Scan the records for the string "querySelector" and copy every line that holds it.

Stored data
[Start of Attachment]
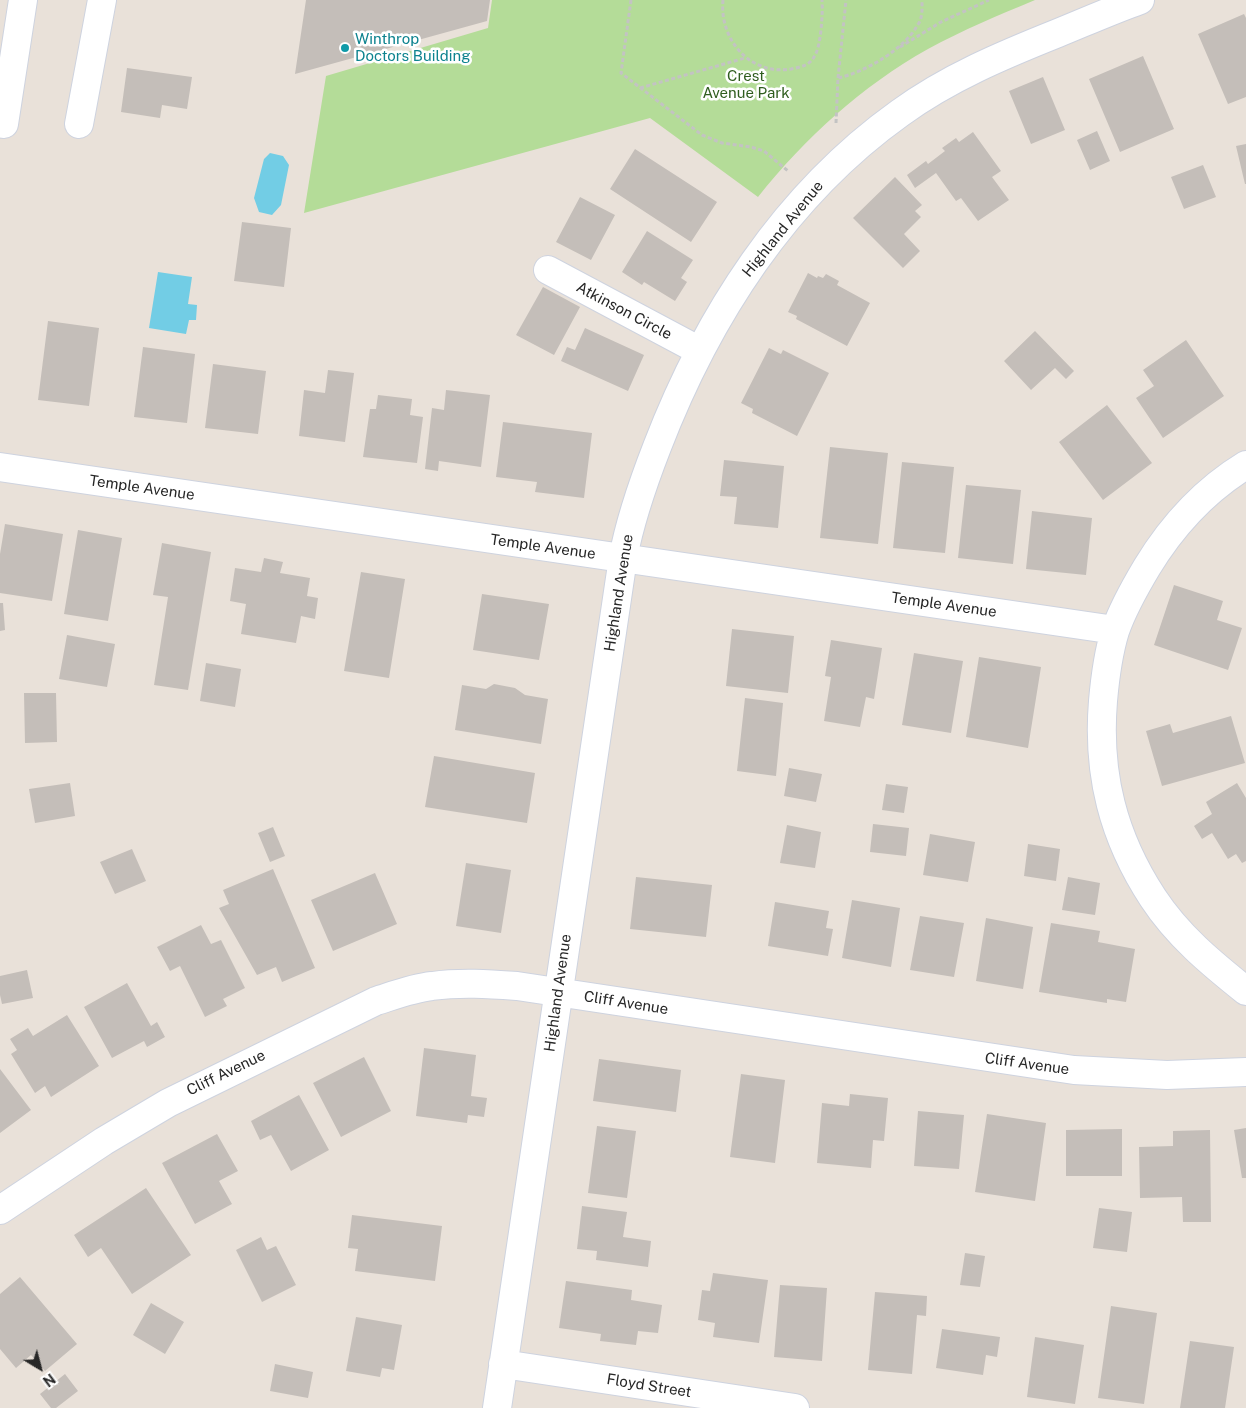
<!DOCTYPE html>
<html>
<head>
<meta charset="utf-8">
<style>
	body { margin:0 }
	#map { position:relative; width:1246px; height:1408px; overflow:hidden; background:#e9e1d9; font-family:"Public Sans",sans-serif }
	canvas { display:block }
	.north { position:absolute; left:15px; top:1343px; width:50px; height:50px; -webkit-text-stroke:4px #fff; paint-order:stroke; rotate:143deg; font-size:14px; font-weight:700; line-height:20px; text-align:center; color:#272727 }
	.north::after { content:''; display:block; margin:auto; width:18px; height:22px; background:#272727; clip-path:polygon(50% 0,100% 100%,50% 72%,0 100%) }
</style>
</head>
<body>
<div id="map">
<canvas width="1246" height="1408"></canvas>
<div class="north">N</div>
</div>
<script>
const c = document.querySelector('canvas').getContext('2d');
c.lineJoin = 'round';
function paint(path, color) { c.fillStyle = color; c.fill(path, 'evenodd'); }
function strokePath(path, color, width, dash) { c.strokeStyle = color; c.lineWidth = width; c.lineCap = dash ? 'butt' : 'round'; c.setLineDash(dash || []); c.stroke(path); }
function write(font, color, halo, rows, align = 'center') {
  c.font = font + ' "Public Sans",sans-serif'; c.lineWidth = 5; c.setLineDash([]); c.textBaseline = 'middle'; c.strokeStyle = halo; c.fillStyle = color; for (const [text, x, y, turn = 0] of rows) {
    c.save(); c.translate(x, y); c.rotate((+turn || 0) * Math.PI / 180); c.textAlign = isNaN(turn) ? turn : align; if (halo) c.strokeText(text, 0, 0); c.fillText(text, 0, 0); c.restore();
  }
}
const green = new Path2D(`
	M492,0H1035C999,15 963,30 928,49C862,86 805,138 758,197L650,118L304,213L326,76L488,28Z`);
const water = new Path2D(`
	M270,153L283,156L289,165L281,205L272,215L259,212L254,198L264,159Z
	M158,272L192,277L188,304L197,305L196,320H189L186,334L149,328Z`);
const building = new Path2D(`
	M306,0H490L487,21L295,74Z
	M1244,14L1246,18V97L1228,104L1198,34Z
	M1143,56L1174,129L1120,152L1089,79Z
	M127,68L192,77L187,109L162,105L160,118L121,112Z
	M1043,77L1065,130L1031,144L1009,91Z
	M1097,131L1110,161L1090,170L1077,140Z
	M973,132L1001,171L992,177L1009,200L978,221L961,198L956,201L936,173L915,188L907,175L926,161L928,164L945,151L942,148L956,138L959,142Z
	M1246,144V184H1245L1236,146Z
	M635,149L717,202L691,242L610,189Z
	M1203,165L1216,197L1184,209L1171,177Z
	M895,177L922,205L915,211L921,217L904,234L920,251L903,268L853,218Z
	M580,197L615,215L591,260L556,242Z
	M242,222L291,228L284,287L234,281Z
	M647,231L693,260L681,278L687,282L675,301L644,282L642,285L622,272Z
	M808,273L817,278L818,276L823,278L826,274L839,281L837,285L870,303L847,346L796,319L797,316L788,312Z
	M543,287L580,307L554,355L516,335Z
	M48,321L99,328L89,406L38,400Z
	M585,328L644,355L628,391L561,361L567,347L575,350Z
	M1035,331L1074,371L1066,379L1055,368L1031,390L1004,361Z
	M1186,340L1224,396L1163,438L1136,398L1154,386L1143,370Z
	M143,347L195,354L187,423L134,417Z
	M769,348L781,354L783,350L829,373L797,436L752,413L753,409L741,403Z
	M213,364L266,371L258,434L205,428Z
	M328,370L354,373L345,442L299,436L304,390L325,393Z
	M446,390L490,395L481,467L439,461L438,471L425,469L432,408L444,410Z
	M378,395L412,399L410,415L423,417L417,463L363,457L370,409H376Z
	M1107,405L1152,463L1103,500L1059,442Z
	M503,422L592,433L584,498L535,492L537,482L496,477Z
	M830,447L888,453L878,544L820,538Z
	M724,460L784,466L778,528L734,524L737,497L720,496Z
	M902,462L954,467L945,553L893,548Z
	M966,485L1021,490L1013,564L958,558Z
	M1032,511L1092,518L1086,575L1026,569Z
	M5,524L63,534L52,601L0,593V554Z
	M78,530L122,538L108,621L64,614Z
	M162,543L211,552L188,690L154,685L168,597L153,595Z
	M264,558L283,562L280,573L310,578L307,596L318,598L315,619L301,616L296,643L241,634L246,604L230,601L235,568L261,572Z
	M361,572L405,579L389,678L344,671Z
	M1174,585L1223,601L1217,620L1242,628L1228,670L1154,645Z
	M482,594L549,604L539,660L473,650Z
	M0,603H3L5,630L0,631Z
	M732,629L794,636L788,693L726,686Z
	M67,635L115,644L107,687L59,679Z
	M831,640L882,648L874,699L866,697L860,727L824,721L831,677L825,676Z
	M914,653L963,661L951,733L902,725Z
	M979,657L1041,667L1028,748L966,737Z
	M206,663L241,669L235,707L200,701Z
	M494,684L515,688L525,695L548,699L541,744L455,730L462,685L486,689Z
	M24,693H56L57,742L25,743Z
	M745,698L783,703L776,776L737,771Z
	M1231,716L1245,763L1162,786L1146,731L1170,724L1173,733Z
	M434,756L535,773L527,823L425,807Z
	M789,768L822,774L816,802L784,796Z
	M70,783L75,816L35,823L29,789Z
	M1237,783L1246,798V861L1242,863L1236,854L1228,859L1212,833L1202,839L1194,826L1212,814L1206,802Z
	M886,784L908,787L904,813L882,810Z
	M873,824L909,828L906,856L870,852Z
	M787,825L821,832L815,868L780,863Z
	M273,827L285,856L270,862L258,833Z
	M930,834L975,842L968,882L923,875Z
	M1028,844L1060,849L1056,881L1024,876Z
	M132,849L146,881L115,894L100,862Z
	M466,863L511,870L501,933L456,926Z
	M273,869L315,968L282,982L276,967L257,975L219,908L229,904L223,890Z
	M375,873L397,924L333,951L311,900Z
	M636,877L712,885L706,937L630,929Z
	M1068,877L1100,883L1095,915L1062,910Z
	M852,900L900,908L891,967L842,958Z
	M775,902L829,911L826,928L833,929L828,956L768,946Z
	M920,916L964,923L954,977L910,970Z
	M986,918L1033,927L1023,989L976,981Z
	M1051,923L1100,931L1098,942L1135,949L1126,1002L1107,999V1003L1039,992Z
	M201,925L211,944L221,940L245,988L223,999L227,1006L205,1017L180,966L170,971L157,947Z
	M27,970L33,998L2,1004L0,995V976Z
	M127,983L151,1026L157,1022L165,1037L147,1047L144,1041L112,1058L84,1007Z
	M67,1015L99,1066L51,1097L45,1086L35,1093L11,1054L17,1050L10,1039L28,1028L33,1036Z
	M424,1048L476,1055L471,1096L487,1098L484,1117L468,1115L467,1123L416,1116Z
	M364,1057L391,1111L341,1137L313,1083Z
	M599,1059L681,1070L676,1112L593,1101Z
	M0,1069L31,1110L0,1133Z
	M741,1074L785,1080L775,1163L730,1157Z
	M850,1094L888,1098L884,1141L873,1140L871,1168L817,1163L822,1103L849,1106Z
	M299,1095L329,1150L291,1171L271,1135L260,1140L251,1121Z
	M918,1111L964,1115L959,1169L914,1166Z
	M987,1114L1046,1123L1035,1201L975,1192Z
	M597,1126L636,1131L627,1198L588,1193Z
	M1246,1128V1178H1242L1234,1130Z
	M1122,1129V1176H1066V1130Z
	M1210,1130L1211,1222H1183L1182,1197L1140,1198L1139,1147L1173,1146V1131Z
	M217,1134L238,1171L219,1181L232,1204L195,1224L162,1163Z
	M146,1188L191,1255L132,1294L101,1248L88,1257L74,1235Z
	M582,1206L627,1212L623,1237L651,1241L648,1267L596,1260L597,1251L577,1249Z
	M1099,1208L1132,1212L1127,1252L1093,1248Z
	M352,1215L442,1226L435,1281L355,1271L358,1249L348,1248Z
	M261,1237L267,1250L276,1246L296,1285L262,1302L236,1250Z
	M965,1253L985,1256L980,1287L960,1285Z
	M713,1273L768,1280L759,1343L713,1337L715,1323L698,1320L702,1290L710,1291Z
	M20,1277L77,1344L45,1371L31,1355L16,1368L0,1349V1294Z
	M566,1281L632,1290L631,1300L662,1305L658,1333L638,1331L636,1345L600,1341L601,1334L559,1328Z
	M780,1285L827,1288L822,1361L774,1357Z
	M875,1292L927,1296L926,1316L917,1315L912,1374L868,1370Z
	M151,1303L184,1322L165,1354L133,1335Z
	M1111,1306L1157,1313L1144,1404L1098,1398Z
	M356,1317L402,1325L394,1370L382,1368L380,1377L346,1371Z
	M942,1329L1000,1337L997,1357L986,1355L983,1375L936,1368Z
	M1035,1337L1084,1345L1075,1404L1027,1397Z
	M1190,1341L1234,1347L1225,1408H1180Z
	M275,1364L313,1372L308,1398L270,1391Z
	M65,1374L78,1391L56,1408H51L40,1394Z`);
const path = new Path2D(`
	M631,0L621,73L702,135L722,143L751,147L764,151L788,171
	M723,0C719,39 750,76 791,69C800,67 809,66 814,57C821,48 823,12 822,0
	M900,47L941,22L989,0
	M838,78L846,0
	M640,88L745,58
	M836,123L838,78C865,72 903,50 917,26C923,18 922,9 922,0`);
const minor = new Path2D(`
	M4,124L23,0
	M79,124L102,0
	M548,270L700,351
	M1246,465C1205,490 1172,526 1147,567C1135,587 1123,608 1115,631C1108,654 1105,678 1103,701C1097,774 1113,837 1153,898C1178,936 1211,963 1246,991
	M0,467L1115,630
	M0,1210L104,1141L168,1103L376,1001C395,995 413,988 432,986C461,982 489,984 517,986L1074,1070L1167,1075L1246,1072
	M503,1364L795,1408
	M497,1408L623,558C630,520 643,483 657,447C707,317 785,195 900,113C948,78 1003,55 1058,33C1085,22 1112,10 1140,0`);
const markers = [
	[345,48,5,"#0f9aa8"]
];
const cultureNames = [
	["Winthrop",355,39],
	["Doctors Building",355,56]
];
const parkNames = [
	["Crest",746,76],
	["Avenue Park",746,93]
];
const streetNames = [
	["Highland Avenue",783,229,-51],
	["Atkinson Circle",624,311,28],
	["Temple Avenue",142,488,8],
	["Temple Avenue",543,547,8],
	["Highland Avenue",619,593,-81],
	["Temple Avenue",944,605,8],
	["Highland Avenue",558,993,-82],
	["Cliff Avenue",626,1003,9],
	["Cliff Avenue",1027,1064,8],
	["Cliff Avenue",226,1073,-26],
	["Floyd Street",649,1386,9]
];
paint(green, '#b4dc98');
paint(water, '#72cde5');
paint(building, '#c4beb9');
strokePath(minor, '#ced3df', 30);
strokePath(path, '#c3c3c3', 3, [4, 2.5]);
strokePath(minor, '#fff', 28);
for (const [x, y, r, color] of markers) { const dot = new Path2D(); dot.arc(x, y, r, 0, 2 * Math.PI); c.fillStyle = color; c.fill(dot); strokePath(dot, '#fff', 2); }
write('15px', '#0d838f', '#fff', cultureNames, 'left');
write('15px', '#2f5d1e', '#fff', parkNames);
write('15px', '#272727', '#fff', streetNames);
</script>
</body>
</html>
[End of Attachment]
[Start of Attachment]
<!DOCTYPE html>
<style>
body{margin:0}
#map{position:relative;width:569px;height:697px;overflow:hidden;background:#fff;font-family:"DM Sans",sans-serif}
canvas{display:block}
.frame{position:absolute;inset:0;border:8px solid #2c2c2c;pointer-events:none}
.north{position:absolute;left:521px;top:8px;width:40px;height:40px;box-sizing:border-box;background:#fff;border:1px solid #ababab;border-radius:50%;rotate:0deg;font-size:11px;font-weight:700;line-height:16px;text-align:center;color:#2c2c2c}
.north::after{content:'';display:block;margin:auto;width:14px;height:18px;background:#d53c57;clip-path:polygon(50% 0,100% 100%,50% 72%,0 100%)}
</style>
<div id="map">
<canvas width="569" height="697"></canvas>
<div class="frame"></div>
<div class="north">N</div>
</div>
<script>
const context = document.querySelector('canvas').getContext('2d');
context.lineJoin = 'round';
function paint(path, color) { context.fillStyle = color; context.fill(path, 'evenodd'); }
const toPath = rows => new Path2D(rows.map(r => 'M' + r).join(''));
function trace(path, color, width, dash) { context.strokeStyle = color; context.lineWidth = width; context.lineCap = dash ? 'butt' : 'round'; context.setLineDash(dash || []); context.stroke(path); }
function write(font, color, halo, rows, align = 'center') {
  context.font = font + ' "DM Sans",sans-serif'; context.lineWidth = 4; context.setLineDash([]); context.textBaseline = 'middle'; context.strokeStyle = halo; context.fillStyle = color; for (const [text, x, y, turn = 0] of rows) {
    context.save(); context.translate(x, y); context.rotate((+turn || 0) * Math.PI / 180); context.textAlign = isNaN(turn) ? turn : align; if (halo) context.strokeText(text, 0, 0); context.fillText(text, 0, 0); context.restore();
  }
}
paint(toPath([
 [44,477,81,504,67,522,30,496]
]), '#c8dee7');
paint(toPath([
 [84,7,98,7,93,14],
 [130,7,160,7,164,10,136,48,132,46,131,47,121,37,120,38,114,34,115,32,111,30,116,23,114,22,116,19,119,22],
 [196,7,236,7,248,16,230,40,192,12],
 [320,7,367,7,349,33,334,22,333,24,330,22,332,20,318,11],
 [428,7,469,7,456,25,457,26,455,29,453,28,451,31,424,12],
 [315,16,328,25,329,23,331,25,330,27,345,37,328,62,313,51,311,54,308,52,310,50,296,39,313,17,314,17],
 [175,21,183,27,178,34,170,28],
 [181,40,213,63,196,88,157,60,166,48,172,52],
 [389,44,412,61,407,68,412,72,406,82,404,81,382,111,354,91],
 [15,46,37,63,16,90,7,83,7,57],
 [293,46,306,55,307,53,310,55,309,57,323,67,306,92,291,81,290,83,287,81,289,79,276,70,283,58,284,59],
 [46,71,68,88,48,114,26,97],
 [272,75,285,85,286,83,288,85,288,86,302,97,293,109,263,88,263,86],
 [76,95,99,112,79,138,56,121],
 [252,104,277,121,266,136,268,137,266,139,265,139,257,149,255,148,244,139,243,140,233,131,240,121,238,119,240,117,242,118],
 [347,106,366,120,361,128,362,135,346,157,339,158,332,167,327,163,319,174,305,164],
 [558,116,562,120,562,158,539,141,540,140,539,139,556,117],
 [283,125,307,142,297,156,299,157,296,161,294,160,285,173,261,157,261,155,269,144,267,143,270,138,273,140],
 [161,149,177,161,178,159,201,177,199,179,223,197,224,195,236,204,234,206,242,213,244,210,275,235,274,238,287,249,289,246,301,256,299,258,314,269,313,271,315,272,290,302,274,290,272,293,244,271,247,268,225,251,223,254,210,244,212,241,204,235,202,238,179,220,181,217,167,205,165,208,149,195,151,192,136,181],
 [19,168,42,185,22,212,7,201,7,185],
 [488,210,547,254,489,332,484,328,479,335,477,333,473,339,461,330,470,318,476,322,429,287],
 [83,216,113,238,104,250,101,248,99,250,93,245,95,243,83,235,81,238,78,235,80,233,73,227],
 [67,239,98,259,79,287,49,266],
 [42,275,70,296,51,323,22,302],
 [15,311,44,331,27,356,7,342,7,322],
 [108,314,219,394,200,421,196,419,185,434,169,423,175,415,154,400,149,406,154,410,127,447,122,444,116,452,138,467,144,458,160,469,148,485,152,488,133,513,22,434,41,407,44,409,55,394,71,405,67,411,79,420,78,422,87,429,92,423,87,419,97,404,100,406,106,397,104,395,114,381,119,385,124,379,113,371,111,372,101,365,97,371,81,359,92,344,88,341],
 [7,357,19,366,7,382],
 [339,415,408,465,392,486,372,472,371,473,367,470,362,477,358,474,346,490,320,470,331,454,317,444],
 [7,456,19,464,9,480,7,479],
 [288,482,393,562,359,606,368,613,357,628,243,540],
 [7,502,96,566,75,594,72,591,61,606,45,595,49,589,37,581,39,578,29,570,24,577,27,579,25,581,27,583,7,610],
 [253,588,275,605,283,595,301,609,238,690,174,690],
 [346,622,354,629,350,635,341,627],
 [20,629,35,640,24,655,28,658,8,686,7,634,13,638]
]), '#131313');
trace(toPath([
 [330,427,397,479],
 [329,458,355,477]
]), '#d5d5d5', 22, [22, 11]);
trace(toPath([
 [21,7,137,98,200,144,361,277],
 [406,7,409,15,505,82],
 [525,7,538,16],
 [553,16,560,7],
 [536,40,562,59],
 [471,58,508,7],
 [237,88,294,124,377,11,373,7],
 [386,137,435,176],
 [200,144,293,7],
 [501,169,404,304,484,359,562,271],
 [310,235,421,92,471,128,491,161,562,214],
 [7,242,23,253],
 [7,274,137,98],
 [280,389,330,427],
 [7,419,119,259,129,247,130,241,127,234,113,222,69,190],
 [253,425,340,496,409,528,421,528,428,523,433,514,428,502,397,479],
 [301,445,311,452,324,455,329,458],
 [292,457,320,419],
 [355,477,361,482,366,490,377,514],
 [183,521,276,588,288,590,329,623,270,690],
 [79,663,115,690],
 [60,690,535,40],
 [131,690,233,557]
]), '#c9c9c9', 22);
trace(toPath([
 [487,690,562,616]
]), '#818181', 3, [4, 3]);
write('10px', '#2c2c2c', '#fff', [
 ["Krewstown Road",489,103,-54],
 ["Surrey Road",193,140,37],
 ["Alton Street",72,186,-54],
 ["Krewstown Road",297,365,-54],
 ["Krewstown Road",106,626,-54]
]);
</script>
[End of Attachment]
» Exercise answer:
const c = document.querySelector('canvas').getContext('2d');
const context = document.querySelector('canvas').getContext('2d');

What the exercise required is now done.